Josh Walker

No. 79, 73
- Position: Guard

Personal information
- Born: June 2, 1991 (age 34) Knoxville, Tennessee, U.S.
- Height: 6 ft 6 in (1.98 m)
- Weight: 330 lb (150 kg)

Career information
- High school: Rhea County (Evensville, Tennessee)
- College: Middle Tennessee State
- NFL draft: 2014: undrafted

Career history
- Indianapolis Colts (2014)*; Green Bay Packers (2014–2015); Houston Texans (2016); Jacksonville Jaguars (2017–2018);
- * Offseason and/or practice squad member only

Awards and highlights
- Second-team All-C-USA (2013);

Career NFL statistics
- Games played: 22
- Games started: 4
- Stats at Pro Football Reference

= Josh Walker (American football) =

American football player (born 1991)

Joshua Kyle Walker (born June 2, 1991) is an American former professional football player who was a guard in the National Football League (NFL). He played college football for the Middle Tennessee Blue Raiders. Walker was signed by the Indianapolis Colts as an undrafted free agent in 2014. He also played for the Green Bay Packers, Houston Texans, and Jacksonville Jaguars.

==Professional career==

Pre-draft measurables
| Height | Weight | 40-yard dash | 10-yard split | 20-yard split | 20-yard shuttle | Three-cone drill | Vertical jump | Broad jump | Bench press |
| 6 ft 6 in (1.98 m) | 320 lb (145 kg) | 5.19 s | 1.85 s | 3.01 s | 4.77 s | 8.01 s | 27.5 in (0.70 m) | 7 ft 9 in (2.36 m) | 23 reps |
All values are from Pro Day

===Indianapolis Colts===
After going undrafted in the 2014 NFL draft, Walker signed with the Indianapolis Colts on May 11, 2014. On August 30, 2014, he was waived. Walker was signed to the Colts' practice squad the following day. On September 16, 2014, he was released from the Colts' practice squad.

===Green Bay Packers===
On September 23, 2014, Walker was signed to the Green Bay Packers' practice squad, where he spent the rest of his rookie season. He was re-signed by the Packers after the season ended on January 20, 2015.

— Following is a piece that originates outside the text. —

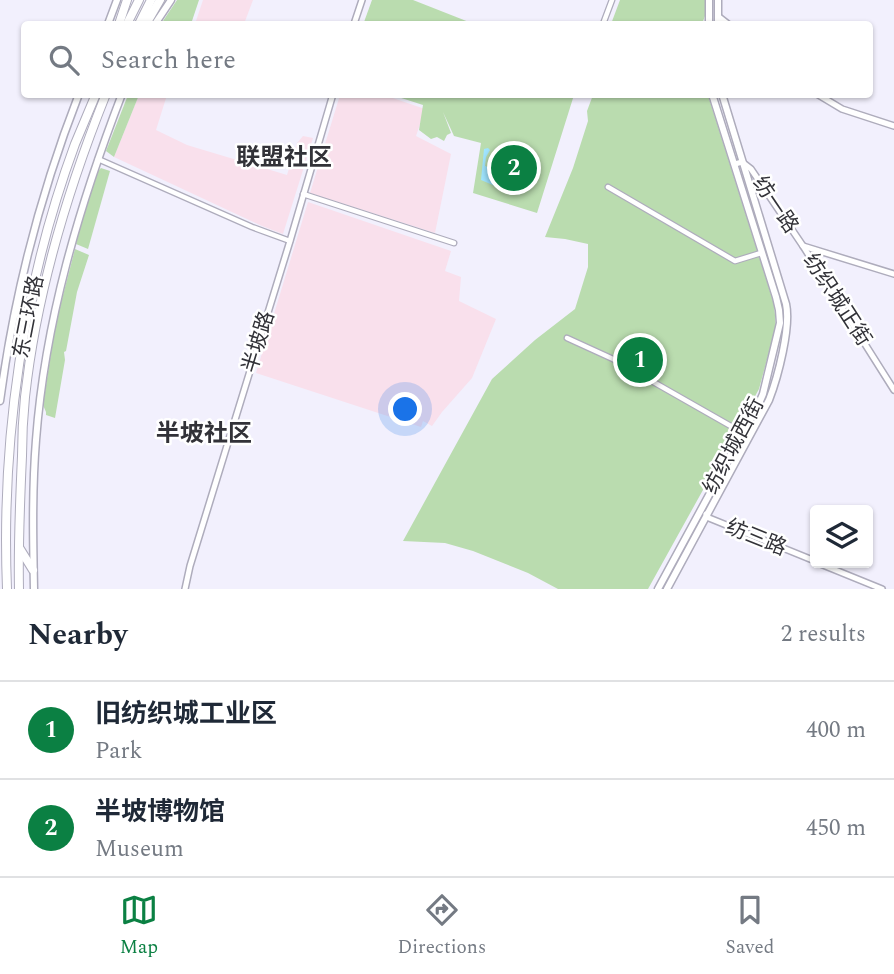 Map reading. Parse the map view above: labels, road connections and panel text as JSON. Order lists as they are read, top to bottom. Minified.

In his second season, Walker played in 13 games at right guard, right tackle, and on special teams.

On August 30, 2016, he was placed on injured reserve. Walker was released by the Packers on September 3, 2016.

===Houston Texans===
Walker was signed to the Houston Texans' practice squad on October 27, 2016. He was promoted to the active roster on November 8, 2016.

On September 2, 2017, Walker was waived by the Texans.

===Jacksonville Jaguars===
On September 8, 2017, Walker signed with the Jacksonville Jaguars.

Walker was named the starting left tackle in Week 6 of the 2018 season after entering the season as the third-string tackle following injuries to Cam Robinson and Josh Wells. He started four games (Weeks 6–10) before suffering foot and ankle injuries in Week 10. He missed the next four games before being placed on injured reserve on December 14, 2018.